In 2005, Israel’s own Supreme Court also judged the West Bank to be under “belligerent occupation” by Israel.

In 2003, then-Prime Minister Ariel Sharon, known as a political hardliner and godfather of the settlement movement, stated “You cannot like the word, but what is happening is an occupation – to hold 3.5 million Palestinians under occupation. I believe that is a terrible thing for Israel and for the Palestinians.”

Always against such realities, colonialists create their own reality by controlling language to describe the land they seize.

Native Americans have the correct term for such control: “a forked tongue”.

The Urban Dictionary defines “forked tongue”:

A person who says one thing and does another as defined by Native Americans describing the first Illegal Aliens, the Anglo-Saxons breaking promises and treaties, with a snakes tongue for them taking their land by force with no compensation and forcing them to live in inhospitable areas like Oklahoma which Indians avoided before the advent of reservations.

Christie’s staff failed to provide their boss with a “forked tongue” Zionist dictionary.

Christie must have heard the ripples of disapproval and surprise that came from his National Jewish Coalition audience.  He then heard enough from his staff to rush over and apologize to Adelson.

The casino oligarch has yet to name his preferred 2016 Republican presidential candidate.

Who can say, the Christie apology for inadvertently speaking the truth, may turn out to be the apology that wins him the Adelson primary.

Adelson, who is chairman and CEO of Las Vegas Sands Corp., a casino and resort operating firm, has two major passions: Israel and casino gambling, especially Israel.

With these passions in mind, according to Media Mattershe reportedly spent nearly $150 million in an effort to influence the 2012 presidential election with donations to a super PAC aligned with Mitt Romney and other outside groups.

“Before switching allegiance to Romney, Adelson had donated millions to Newt Gingrich. He has also given generously in the past to super PACs associated with a variety of Republican politicians, including Scott Walker, John McCain, Rudy Giuliani, George W. Bush, and Eric Cantor.”

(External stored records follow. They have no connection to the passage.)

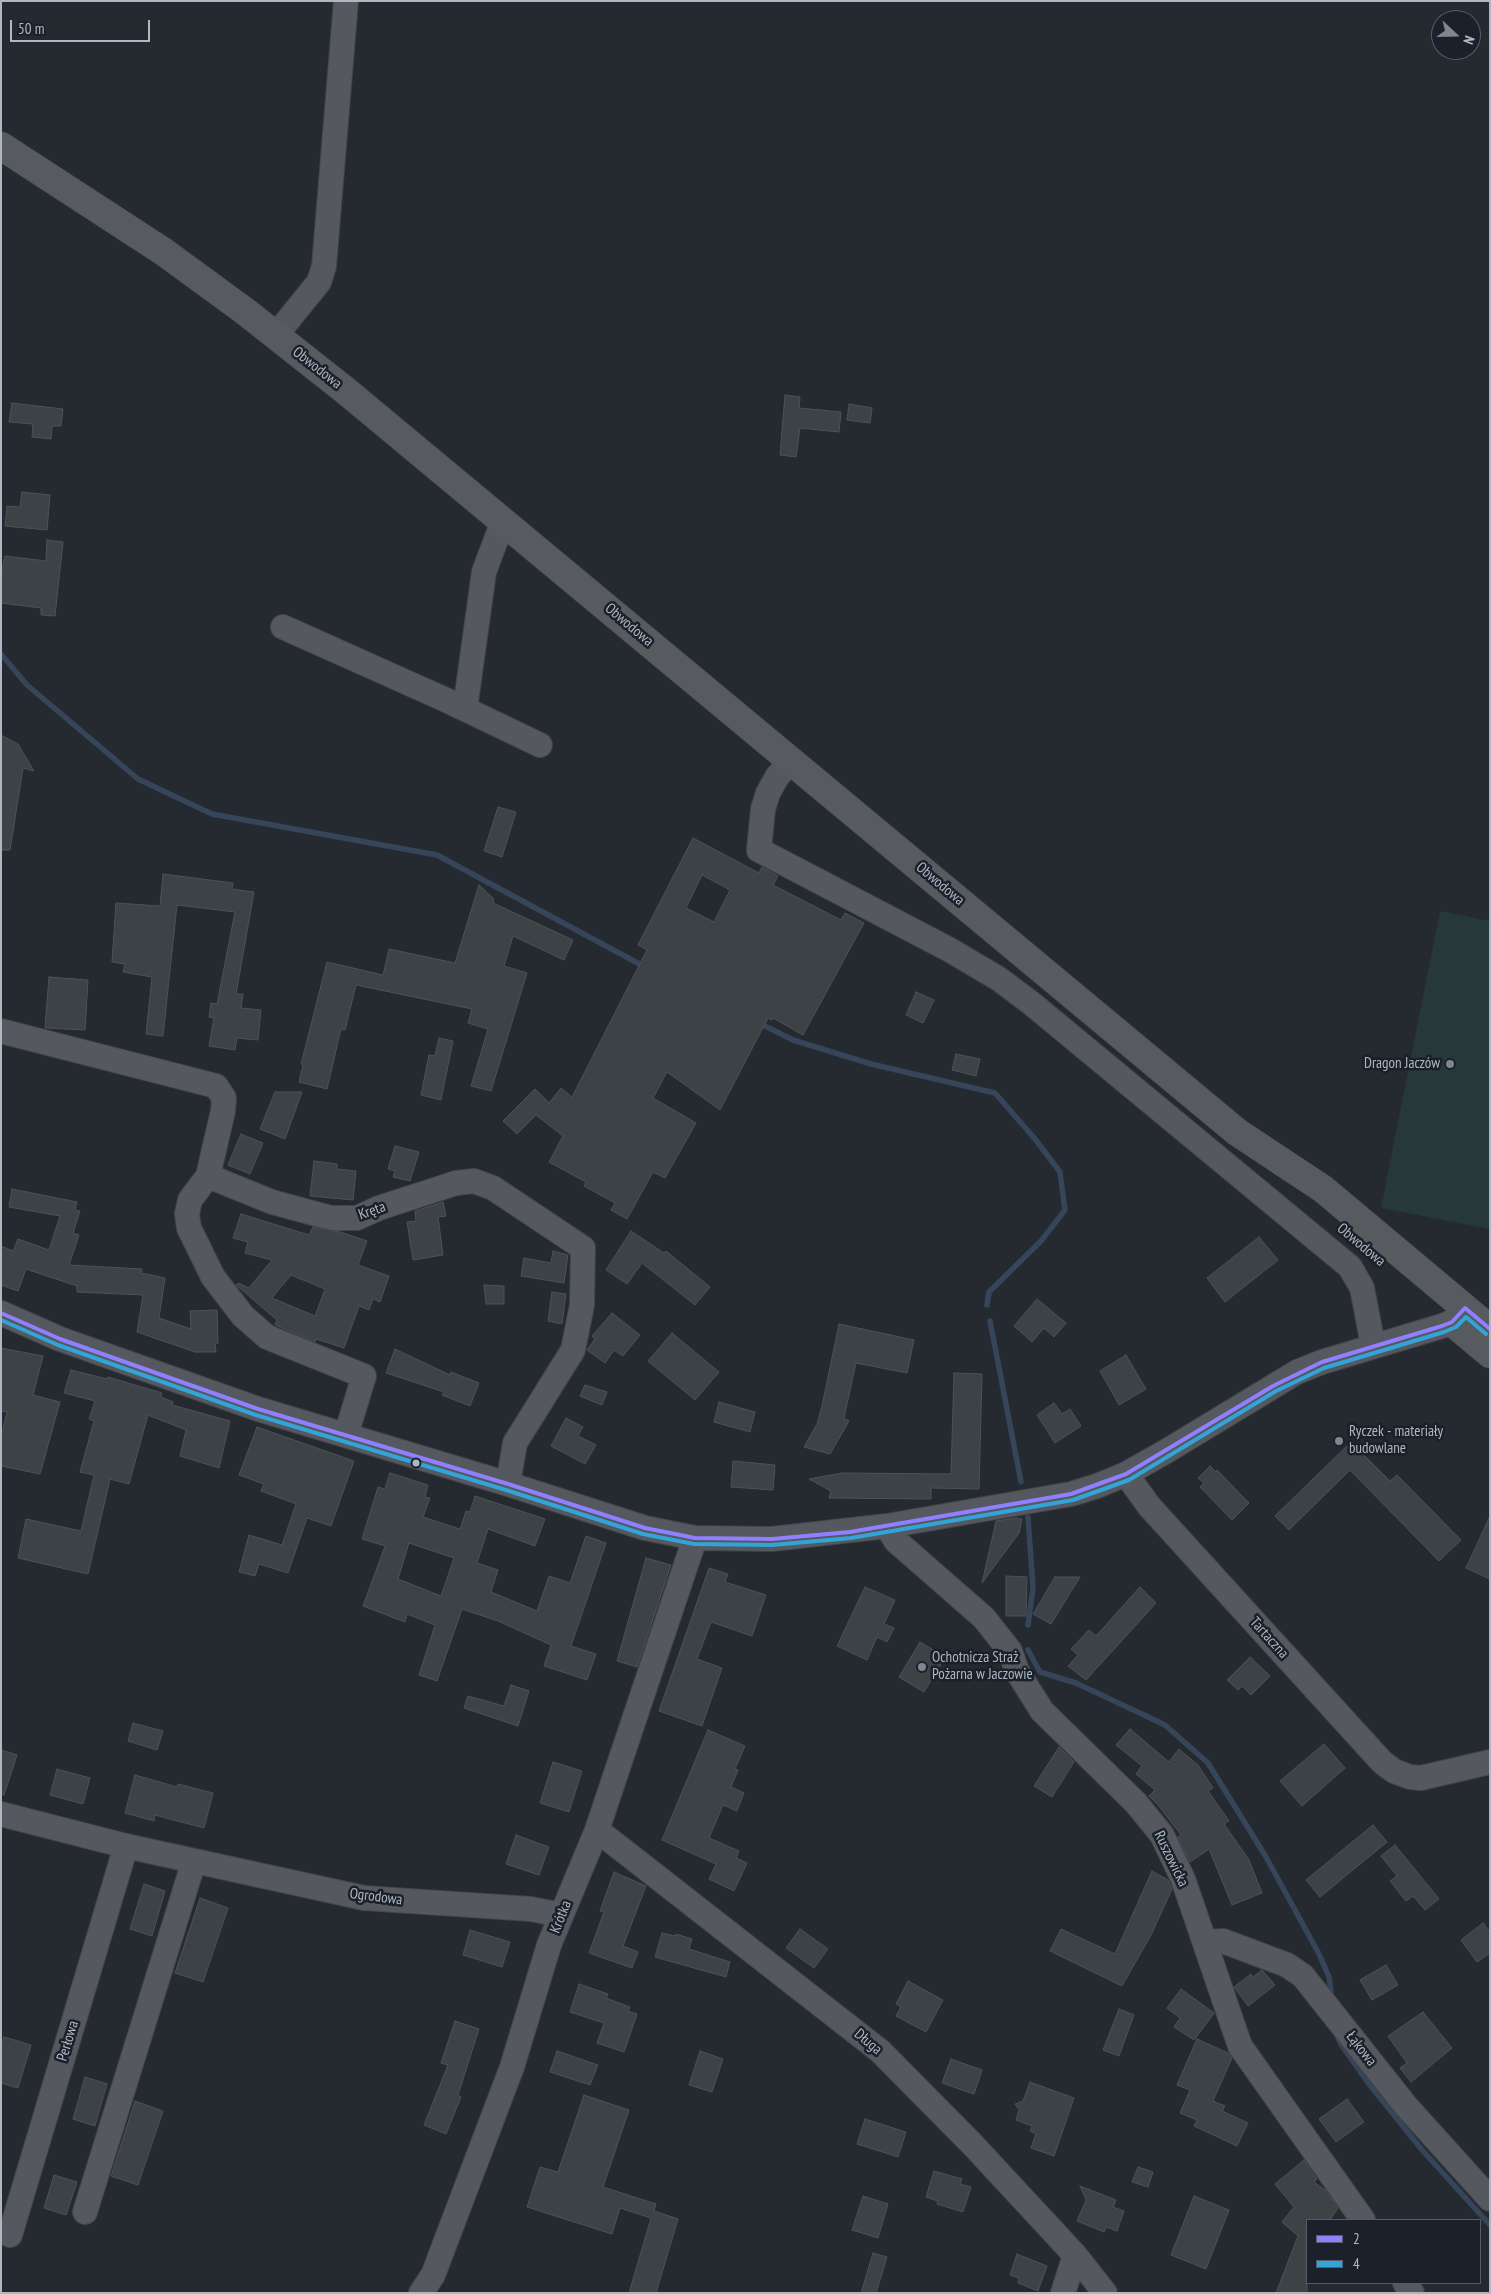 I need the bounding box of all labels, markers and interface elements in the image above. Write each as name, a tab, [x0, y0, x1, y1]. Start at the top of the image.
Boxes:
scale bar	[12, 10, 152, 42]
north arrow	[1431, 10, 1481, 60]
text: 50 m	[18, 19, 44, 38]
text: N	[1459, 33, 1479, 47]
street label: Obwodowa	[289, 343, 345, 393]
street label: Obwodowa	[601, 600, 657, 650]
street label: Obwodowa	[912, 859, 968, 909]
place label: Dragon Jaczów	[1364, 1055, 1440, 1073]
marker: Dragon Jaczów	[1444, 1058, 1456, 1070]
street label: Kręta	[356, 1198, 388, 1224]
street label: Obwodowa	[1333, 1220, 1389, 1270]
place label: Ryczek - materiały budowlane	[1349, 1423, 1443, 1458]
marker: Ryczek - materiały budowlane	[1333, 1435, 1345, 1447]
unlabelled marker	[411, 1458, 421, 1468]
street label: Tartaczna	[1246, 1614, 1292, 1662]
place label: Ochotnicza Straż Pożarna w Jaczowie	[932, 1649, 1033, 1684]
marker: Ochotnicza Straż Pożarna w Jaczowie	[916, 1661, 928, 1673]
street label: Ruszowicka	[1150, 1828, 1192, 1890]
street label: Ogrodowa	[349, 1885, 403, 1909]
street label: Krótka	[546, 1898, 576, 1936]
street label: Perłowa	[53, 2019, 83, 2063]
street label: Długa	[851, 2025, 885, 2059]
street label: Łąkowa	[1342, 2028, 1380, 2070]
legend	[1306, 2219, 1481, 2284]
text: 2	[1353, 2229, 1360, 2248]
text: 4	[1353, 2254, 1360, 2273]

adelsonprimary-bloombergnewsLooking ahead to the 2016 Republican primaries, at Las Vegas, Adelson had private talks with Gov. Christie (R-NJ), Gov. Scott Walker (R-WI), Gov. John Kasich (R-OH), and former Florida Governor Jeb Bush. (Pictured here).

Another possible presidential aspirant, Kentucky Senator Rand Paul, was a no-show to the Las Vegas RJC event.

Time magazine offers this explanation for his absence:

Kentucky Senator Rand Paul is hard at work laying the groundwork for an almost certain presidential campaign in 2016, but as he broadens his support among libertarian and younger voters, there’s a budding counter campaign to take him down if he becomes a threat to actually win the nomination.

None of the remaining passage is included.